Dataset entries
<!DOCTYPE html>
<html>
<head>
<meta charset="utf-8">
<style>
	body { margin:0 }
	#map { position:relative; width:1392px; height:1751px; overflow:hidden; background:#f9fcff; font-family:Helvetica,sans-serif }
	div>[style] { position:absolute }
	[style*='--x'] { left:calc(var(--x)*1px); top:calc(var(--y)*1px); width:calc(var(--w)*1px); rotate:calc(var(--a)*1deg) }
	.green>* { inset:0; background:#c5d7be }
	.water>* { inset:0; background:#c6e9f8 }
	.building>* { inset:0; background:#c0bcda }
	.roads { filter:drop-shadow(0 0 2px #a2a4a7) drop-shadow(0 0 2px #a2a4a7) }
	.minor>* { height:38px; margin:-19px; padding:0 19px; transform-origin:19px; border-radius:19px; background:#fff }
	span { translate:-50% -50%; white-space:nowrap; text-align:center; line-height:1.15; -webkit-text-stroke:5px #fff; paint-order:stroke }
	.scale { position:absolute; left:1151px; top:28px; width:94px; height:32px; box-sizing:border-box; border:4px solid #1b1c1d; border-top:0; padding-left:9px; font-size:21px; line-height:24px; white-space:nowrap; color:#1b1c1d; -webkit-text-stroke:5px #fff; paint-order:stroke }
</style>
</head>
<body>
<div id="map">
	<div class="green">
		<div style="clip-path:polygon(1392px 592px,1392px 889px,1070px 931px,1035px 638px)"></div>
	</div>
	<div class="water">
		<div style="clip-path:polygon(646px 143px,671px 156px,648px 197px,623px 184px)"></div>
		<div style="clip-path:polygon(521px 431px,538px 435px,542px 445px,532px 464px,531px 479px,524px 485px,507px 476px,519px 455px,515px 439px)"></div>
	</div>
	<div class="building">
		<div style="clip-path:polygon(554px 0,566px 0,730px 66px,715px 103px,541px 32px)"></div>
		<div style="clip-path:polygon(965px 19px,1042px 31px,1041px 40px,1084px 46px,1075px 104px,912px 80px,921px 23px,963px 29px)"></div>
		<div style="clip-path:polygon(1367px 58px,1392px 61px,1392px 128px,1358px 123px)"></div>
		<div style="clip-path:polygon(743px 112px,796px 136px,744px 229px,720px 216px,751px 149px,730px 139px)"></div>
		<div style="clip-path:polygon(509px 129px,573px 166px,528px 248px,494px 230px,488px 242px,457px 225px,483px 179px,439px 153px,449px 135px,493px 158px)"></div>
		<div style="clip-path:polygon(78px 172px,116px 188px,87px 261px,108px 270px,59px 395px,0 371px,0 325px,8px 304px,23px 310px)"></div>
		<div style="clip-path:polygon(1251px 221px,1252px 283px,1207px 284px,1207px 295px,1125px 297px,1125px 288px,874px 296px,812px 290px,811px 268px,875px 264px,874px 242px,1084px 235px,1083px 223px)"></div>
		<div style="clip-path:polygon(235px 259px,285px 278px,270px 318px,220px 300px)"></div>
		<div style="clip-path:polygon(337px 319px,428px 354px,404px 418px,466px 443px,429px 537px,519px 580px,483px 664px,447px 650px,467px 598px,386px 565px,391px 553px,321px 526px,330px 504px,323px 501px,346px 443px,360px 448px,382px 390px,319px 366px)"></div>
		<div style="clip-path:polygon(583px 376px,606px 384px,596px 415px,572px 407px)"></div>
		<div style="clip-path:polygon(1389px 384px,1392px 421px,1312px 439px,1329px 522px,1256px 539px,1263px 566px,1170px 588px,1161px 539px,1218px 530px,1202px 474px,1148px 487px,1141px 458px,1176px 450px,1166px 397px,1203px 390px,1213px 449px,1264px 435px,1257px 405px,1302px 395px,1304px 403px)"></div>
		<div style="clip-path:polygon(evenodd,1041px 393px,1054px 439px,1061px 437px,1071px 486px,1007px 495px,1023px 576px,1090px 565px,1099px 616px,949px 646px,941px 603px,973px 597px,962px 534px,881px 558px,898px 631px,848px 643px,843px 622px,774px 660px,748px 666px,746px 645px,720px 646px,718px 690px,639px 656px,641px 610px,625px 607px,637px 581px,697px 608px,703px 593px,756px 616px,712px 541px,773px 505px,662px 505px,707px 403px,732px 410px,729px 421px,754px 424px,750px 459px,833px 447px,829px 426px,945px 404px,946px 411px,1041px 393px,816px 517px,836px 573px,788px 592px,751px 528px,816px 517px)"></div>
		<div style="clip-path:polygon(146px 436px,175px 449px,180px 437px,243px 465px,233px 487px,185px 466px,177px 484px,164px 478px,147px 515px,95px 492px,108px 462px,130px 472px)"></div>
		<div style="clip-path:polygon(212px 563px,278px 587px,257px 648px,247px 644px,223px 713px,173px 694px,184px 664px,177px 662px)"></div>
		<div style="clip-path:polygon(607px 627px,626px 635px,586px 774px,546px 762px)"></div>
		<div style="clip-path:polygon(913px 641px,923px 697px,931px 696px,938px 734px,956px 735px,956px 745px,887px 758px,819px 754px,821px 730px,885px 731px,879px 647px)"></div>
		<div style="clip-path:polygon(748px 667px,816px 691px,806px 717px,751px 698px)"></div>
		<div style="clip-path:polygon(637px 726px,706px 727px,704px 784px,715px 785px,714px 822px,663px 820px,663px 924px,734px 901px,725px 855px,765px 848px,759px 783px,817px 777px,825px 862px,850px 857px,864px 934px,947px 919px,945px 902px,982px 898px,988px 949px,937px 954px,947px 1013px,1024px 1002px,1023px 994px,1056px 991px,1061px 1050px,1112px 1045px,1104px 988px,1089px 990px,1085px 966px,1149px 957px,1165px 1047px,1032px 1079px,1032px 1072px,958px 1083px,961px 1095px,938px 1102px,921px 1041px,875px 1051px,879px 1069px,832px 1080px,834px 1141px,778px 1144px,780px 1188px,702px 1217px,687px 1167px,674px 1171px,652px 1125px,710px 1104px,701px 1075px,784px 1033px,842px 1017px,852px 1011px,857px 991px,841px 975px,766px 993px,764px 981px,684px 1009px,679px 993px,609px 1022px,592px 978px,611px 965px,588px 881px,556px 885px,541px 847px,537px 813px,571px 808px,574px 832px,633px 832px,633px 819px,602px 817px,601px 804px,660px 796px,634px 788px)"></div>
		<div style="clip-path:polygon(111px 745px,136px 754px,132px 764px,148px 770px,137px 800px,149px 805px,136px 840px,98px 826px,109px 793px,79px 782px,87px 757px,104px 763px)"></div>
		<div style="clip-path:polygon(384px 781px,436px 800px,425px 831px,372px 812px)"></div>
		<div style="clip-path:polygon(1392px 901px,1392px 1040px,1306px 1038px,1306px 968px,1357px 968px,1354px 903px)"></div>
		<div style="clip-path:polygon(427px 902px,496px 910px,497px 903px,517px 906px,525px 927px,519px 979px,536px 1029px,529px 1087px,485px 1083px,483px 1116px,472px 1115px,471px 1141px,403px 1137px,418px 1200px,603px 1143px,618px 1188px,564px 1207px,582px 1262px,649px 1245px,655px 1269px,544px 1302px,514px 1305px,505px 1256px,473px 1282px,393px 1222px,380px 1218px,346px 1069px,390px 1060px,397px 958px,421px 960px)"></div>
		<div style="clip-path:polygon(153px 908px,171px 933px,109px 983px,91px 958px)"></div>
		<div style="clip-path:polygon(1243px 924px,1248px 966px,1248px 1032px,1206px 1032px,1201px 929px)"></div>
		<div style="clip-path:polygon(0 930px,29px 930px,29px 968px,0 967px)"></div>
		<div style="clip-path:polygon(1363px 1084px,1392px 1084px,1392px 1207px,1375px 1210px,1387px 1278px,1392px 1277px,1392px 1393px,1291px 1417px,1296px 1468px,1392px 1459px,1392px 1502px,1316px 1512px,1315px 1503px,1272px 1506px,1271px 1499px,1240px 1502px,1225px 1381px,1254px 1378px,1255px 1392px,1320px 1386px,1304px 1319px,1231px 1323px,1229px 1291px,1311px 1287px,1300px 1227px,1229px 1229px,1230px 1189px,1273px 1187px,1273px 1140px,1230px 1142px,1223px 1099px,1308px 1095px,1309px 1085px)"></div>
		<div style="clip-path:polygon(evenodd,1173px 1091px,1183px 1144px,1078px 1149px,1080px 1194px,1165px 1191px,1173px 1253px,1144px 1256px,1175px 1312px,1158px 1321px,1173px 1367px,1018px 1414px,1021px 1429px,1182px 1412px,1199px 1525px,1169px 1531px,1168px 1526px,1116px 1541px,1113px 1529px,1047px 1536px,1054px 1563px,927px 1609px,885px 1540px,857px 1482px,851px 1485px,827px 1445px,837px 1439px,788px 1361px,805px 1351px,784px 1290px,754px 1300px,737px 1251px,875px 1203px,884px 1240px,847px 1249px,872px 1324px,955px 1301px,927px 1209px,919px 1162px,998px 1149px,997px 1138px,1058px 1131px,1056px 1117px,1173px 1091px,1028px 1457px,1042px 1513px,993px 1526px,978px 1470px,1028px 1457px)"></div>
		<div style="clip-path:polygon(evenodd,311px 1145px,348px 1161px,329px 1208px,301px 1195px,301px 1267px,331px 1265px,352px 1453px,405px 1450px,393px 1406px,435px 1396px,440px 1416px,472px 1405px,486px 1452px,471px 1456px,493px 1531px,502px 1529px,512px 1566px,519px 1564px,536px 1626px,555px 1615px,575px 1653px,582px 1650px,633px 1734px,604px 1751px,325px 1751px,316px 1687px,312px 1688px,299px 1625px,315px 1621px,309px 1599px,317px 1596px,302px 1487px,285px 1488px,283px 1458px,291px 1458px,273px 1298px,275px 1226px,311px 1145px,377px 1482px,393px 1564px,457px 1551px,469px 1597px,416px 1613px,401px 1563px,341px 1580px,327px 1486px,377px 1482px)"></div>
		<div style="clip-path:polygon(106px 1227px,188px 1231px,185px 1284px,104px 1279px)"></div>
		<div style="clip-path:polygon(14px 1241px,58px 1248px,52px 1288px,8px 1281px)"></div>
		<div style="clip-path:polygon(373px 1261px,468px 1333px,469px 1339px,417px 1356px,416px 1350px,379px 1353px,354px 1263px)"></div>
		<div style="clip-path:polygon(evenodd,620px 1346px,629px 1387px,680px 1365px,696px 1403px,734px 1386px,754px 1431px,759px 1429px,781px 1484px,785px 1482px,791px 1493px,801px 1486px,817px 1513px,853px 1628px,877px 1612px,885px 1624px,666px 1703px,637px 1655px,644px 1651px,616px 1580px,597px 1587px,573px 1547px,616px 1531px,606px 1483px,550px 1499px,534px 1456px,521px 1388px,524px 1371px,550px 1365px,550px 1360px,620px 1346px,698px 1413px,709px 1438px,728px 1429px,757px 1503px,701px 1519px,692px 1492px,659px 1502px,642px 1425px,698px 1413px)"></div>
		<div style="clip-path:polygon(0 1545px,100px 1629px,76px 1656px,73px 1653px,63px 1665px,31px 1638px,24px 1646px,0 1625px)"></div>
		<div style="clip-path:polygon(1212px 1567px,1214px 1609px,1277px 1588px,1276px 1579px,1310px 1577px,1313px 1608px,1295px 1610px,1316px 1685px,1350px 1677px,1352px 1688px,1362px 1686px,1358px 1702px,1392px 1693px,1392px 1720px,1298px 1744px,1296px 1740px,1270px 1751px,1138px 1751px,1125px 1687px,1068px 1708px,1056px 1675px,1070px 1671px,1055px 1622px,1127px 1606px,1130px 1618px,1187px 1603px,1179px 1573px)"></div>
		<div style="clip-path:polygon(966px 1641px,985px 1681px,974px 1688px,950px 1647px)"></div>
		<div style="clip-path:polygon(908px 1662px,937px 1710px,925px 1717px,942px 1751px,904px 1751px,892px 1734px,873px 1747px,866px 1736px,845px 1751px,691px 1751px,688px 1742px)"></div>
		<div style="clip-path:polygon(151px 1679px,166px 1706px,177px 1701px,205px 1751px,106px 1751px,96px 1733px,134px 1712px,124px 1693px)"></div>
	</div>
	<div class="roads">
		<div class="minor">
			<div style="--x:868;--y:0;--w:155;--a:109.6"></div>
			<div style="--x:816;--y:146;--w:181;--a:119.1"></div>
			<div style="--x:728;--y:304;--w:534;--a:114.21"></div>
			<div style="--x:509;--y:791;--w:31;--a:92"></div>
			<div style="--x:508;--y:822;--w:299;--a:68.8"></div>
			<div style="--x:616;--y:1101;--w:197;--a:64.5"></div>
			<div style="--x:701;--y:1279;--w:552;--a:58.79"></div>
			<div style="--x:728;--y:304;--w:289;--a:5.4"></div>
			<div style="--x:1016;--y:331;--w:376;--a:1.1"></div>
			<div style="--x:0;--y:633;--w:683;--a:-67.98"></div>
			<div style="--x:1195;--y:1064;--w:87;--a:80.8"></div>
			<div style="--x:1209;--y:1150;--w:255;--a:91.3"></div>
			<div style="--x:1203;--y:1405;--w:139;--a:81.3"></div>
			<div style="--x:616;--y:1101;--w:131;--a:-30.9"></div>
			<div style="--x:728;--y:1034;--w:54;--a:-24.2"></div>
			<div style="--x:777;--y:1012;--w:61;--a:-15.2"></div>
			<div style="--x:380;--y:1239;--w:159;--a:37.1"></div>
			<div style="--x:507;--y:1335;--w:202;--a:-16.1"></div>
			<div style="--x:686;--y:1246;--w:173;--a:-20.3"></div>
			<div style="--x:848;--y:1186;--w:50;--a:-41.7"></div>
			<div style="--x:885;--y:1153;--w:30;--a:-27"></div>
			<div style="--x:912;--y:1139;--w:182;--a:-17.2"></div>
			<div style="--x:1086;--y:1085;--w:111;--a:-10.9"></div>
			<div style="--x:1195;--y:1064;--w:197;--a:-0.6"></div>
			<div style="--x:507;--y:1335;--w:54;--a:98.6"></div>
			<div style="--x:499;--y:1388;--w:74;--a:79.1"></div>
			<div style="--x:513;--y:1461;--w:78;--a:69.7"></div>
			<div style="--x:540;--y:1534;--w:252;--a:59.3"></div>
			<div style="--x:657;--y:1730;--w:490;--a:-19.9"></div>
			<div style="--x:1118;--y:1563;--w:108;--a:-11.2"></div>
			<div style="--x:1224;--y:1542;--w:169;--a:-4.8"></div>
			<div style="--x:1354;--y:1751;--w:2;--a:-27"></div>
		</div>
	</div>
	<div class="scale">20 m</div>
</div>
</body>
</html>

-- What is required --
Beginning at the top of the records above, transcribe each line exactly up to and including the line that holds "filter:drop-shadow(0 0 2px".

-- Task solution --
<!DOCTYPE html>
<html>
<head>
<meta charset="utf-8">
<style>
	body { margin:0 }
	#map { position:relative; width:1392px; height:1751px; overflow:hidden; background:#f9fcff; font-family:Helvetica,sans-serif }
	div>[style] { position:absolute }
	[style*='--x'] { left:calc(var(--x)*1px); top:calc(var(--y)*1px); width:calc(var(--w)*1px); rotate:calc(var(--a)*1deg) }
	.green>* { inset:0; background:#c5d7be }
	.water>* { inset:0; background:#c6e9f8 }
	.building>* { inset:0; background:#c0bcda }
	.roads { filter:drop-shadow(0 0 2px #a2a4a7) drop-shadow(0 0 2px #a2a4a7) }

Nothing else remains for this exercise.